1        Introduction
Data Warehouse (DW) failure statistics highlight the crucial role of RE in mitigating
system failure [1]. Hayen [2] refers to studies that indicate the typical cost of a DW
project to be one million dollars in the very first year. However, one-half to two-third
of these projects fail. One of the causes of this failure [1] is inadequate determination
of the relationship of the DW with strategic business requirements. These statistics
reinforce the need for RE for DW systems.

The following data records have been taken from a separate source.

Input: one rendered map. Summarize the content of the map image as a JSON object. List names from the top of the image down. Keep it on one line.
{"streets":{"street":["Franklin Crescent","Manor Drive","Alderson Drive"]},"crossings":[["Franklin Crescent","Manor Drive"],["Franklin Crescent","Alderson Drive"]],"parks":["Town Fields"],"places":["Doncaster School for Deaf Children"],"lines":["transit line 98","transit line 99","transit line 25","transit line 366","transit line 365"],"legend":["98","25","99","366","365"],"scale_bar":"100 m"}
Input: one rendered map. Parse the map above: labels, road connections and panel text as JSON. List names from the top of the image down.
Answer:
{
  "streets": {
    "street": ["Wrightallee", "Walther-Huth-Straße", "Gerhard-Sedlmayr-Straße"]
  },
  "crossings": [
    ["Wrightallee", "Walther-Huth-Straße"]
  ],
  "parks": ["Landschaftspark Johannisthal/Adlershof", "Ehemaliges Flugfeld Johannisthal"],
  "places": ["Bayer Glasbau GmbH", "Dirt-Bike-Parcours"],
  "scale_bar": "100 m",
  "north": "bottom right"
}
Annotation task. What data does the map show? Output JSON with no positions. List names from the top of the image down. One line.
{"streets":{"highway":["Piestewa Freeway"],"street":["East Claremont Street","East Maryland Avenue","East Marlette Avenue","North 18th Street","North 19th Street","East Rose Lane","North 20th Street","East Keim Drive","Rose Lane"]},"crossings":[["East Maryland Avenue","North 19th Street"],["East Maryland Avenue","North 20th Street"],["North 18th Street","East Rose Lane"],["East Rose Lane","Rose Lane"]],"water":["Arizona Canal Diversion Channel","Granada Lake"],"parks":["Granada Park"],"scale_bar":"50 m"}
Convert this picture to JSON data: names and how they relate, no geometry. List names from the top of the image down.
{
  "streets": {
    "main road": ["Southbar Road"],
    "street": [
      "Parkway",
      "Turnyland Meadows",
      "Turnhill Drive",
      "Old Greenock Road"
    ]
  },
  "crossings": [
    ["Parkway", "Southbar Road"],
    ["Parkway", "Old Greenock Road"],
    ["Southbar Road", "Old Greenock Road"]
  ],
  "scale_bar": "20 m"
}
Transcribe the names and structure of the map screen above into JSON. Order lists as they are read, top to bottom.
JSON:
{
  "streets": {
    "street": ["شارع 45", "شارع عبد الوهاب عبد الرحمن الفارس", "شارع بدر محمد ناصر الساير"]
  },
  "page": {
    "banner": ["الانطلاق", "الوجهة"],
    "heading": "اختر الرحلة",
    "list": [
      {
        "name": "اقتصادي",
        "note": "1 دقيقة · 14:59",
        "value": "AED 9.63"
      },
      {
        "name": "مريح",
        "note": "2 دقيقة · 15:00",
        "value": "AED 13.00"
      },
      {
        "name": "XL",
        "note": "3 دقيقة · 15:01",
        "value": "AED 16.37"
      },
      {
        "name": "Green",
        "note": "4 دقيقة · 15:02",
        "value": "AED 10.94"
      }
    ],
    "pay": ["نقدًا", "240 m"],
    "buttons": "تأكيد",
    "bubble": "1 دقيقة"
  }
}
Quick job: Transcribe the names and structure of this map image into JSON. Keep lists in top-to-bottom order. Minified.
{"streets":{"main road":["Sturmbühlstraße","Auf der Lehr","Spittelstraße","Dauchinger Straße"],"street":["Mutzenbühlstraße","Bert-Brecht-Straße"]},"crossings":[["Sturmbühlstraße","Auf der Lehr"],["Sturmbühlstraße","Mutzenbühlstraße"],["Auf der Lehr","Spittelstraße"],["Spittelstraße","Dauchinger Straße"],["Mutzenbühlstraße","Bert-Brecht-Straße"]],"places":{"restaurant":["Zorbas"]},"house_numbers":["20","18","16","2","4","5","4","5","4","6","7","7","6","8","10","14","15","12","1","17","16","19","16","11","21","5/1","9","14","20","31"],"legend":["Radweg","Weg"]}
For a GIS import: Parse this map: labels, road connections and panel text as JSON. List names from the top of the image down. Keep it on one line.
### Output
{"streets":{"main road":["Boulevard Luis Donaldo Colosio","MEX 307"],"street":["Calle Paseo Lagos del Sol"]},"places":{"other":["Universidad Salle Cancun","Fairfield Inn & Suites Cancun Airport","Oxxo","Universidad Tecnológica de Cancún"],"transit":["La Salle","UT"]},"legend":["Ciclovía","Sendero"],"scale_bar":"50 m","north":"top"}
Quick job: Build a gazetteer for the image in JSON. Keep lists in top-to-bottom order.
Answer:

DWRE techniques identify DW structures like facts, dimensions and finally arrive at
star schema. DW structures are identified from existing systems, information gathered
from users’ of the DW or a combination of the two. DWRE techniques are classified
into three broad categories based on the nature and phases of the process. By nature
they can be top-down, bottom-up or mixed and by phases they can have a single-
derivation phase or multiple phases in which the process is performed.

A more detailed comparison of top-down, bottom-up and mixed approach is as
follows:
I.         Bottom-Up or Supply driven approaches assume that existing, already
available, information, needs to only be converted into the multi-dimensional form.
Thus, the starting point is existing data bases and data sources. Desired facts and
dimensions are then imposed on these available sources. There are two basic
approaches, (a) Database Driven approach that starts from existing databases [3], and
(b) ER schema driven approach that starts from ER schema [4].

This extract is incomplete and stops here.